# What the task asks:
Could you filter the material and copy every line where the word "halo" occurs?

# Listed entries:
——————

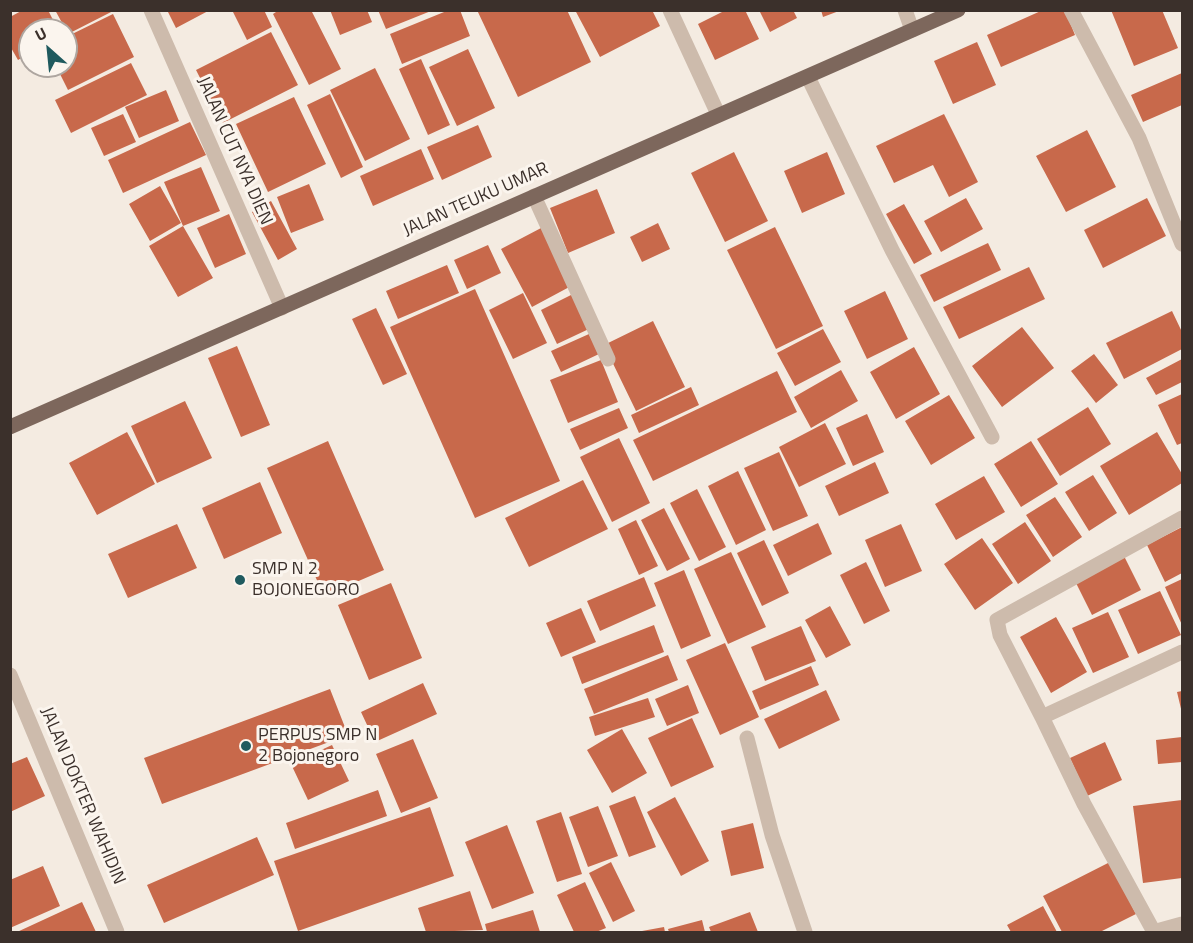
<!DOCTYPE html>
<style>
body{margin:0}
#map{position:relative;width:1193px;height:943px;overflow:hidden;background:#f4ebe1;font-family:"Titillium Web",sans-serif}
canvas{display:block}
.frame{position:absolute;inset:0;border:12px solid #3b302b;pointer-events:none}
.north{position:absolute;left:18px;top:18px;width:60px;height:60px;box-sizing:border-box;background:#fbf5ee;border:2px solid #aea6a0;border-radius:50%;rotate:333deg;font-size:16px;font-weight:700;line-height:24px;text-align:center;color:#3b302b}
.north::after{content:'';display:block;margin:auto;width:21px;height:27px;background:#1f5a5e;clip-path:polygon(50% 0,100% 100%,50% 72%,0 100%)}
</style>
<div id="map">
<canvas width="1193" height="943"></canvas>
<div class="frame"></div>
<div class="north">U</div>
</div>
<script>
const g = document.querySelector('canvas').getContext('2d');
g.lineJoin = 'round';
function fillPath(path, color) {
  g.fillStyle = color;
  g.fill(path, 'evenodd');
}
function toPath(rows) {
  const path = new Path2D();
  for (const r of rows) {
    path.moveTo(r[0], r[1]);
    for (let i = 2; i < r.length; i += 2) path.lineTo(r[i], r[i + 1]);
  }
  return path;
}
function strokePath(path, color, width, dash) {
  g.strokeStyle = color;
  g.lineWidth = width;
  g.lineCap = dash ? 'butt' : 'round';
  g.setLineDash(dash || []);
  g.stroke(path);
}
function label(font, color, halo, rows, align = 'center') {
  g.font = font + ' "Titillium Web",sans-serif';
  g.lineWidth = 6;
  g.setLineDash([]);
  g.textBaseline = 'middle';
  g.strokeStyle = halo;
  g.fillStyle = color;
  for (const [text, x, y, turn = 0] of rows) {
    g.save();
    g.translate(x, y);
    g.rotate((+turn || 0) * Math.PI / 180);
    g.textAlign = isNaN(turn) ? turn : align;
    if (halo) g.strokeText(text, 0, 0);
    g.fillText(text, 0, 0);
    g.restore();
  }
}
fillPath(toPath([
 [23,10,48,10,58,30,30,30,30,53,18,60,10,46,10,17],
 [55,10,115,10,66,35,66,30],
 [167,10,210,10,176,28],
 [232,10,264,10,272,27,247,40],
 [279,10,311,10,341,69,309,85,273,14],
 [330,10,367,10,372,22,340,35],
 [378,10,431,10,431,11,386,29],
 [449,10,460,10,470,36,402,64,390,34],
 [477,10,567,10,591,62,518,97],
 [575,10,652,10,660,26,600,57],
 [726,10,745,10,759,39,715,60,698,24],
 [759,10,793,10,797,18,770,32],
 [821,10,839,10,839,11,823,17],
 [1043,10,1065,10,1075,35,1001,67,987,35],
 [1111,10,1162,10,1178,48,1134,66],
 [113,14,134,57,68,90,56,66,66,66,66,37],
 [271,32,298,85,223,123,196,70],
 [977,42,996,85,953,104,934,61],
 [468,49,495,108,457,126,429,67],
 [421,59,450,125,428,135,399,69],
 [131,63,147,95,71,133,55,100],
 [375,68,410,139,365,161,330,90],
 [1182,73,1182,105,1143,122,1131,95],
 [166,90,179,121,139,138,125,107],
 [330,94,363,167,341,178,307,105],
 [294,97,326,164,268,192,236,124],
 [123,114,136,142,104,156,91,128],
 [944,114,978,182,949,197,933,165,894,183,876,146],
 [190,122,206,155,123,193,108,160],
 [478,125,492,157,442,180,427,147],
 [1087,130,1116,187,1066,212,1036,156],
 [421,149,434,179,373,206,360,176],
 [734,152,768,221,725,242,691,173],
 [827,152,845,194,802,213,784,171],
 [201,167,220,211,183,226,164,182],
 [309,184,324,220,291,233,277,197],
 [160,186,181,223,150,241,129,204],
 [597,189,615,233,568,253,550,208],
 [966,198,983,229,941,252,924,221],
 [1147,198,1166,236,1103,268,1084,230],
 [271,201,297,249,278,260,252,212],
 [904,204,932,254,914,264,886,214],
 [229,214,246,254,215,268,197,228],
 [658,223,670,249,642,262,630,237],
 [183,226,213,278,178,297,149,246],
 [543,227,573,285,532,307,501,249],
 [775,227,823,326,776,349,727,250],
 [988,243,1001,270,934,302,920,275],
 [488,245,501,273,467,289,454,260],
 [447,265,459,293,398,319,386,291],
 [1029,267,1045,299,959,339,943,307],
 [475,289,560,481,475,518,390,327],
 [885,291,908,339,867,359,844,311],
 [523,293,547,343,513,359,489,310],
 [575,293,591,328,557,344,541,310],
 [376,308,407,374,383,385,352,319],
 [1172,311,1182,332,1182,349,1124,379,1106,343],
 [653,321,685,387,636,411,604,345],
 [1022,327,1054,368,1002,407,972,366],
 [823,329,841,362,795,386,777,353],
 [589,334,599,354,561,372,551,351],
 [237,346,270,425,241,437,208,358],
 [914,347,940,394,896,419,870,372],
 [1094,354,1118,385,1096,403,1071,371],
 [1182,359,1182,382,1156,395,1146,378],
 [601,360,618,402,568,423,550,380],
 [841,370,858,401,811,428,794,397],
 [777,371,797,412,653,481,633,440],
 [691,387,699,405,639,433,631,415],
 [1182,394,1182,443,1177,445,1158,405],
 [949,395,975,438,931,465,905,421],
 [185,401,212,458,157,483,131,426],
 [1088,407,1111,444,1060,476,1037,439],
 [619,408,628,428,580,450,570,429],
 [867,414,884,452,853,466,836,428],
 [825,423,846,464,799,487,779,447],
 [127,432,155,484,97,515,69,463],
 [1157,432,1182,474,1182,483,1129,515,1100,466],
 [619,438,650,503,612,522,580,457],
 [328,441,384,570,324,596,267,468],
 [1031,441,1058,484,1021,507,994,464],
 [779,452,808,516,773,531,744,468],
 [875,462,889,493,839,516,825,486],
 [738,471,766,530,736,545,708,486],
 [1093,475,1117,513,1089,531,1065,492],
 [984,476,1005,512,956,540,935,504],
 [583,480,608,529,529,567,505,518],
 [260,482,282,533,224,559,202,508],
 [697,489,726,547,699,561,670,503],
 [1055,497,1082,537,1053,557,1026,515],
 [664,508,690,559,667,571,641,520],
 [636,520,658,566,639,575,618,529],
 [1025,522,1051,561,1018,584,992,544],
 [818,523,832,554,788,576,773,545],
 [177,524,197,568,128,598,108,554],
 [901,524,922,571,885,587,865,540],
 [1182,527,1182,573,1165,582,1147,545],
 [982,538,1013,583,975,610,944,564],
 [764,540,789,593,762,606,737,553],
 [731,552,766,627,728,644,694,569],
 [1124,556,1141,590,1092,615,1075,581],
 [866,562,890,611,864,624,840,575],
 [684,570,711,636,681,649,654,583],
 [644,577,656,606,600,631,587,601],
 [1182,579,1182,625,1165,587],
 [391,583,422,658,369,680,338,605],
 [1160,591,1181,635,1138,654,1118,610],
 [830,606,851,645,826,658,805,620],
 [581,608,596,642,561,657,546,623],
 [1108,612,1129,657,1093,673,1072,628],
 [1056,617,1087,672,1051,693,1020,637],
 [654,625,664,652,582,684,572,657],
 [801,626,816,661,765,681,751,647],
 [725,643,759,717,720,735,686,660],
 [668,655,678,680,594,714,584,689],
 [811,666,819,685,760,710,752,691],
 [423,683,437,714,375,742,361,712],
 [688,685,699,713,667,726,655,699],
 [330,689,348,735,162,804,144,758],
 [826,690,840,720,779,749,764,719],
 [1182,691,1182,713,1177,692],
 [648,698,655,717,595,736,589,717],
 [692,718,714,767,671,787,648,738],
 [622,729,647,773,612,793,587,750],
 [1182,737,1182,762,1158,764,1156,740],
 [413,739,438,798,401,813,376,754],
 [1105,742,1122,780,1087,796,1070,758],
 [332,745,349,781,308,800,291,764],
 [27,757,45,796,10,812,10,764],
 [378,790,387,816,295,849,286,823],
 [635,796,656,847,629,857,609,806],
 [675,797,709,861,681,876,647,812],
 [1182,800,1182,878,1143,883,1133,806],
 [598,806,618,856,588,867,569,817],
 [430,807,454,876,298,931,274,861],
 [561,812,582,874,557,882,536,821],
 [753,823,764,868,731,876,721,831],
 [507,825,534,893,492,909,465,842],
 [257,837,274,875,164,923,147,885],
 [611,862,635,911,613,922,589,873],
 [1110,862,1136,914,1100,932,1062,932,1043,896],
 [43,866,60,906,10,928,10,880],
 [585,882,606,928,596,932,574,932,557,895],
 [470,891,483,930,426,932,418,908],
 [82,902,96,932,17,932],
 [1043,906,1057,932,1011,932,1007,925],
 [533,910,540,932,487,932,485,924],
 [750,912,758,932,711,932,709,927],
 [702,920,705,932,669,932,668,929],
 [664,927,665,932,642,932,642,931]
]), '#c8694b');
strokePath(toPath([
 [905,10,912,30]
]), '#cdbbac', 15);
strokePath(toPath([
 [151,10,282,308],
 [670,10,718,114],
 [1071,10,1139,138,1182,244],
 [808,77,892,250,992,437],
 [534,196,608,359],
 [1042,717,1000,635,997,620,1182,518],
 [747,738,772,835,805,932],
 [1153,932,1182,924],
 [1154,932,1084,804,1042,717,1182,652]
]), '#cdbbac', 15);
strokePath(toPath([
 [10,675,117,932]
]), '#cdbbac', 15);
strokePath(toPath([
 [10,427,958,10]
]), '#7d675c', 15);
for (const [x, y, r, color] of [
 [240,580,6,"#1f5a5e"],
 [246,746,6,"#1f5a5e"]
]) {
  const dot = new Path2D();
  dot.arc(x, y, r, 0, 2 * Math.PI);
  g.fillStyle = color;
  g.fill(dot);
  strokePath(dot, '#fbf5ee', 2);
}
label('18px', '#3b302b', '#fbf5ee', [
 ["JALAN CUT NYA DIEN",234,151,66],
 ["JALAN TEUKU UMAR",476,200,-24],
 ["JALAN DOKTER WAHIDIN",82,796,67]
]);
label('18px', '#3b302b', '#fbf5ee', [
 ["SMP N 2",252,570],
 ["BOJONEGORO",252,591],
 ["PERPUS SMP N",258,736],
 ["2 Bojonegoro",258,757]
], 'left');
</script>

——————

# Output below:
function label(font, color, halo, rows, align = 'center') {
  g.strokeStyle = halo;
    if (halo) g.strokeText(text, 0, 0);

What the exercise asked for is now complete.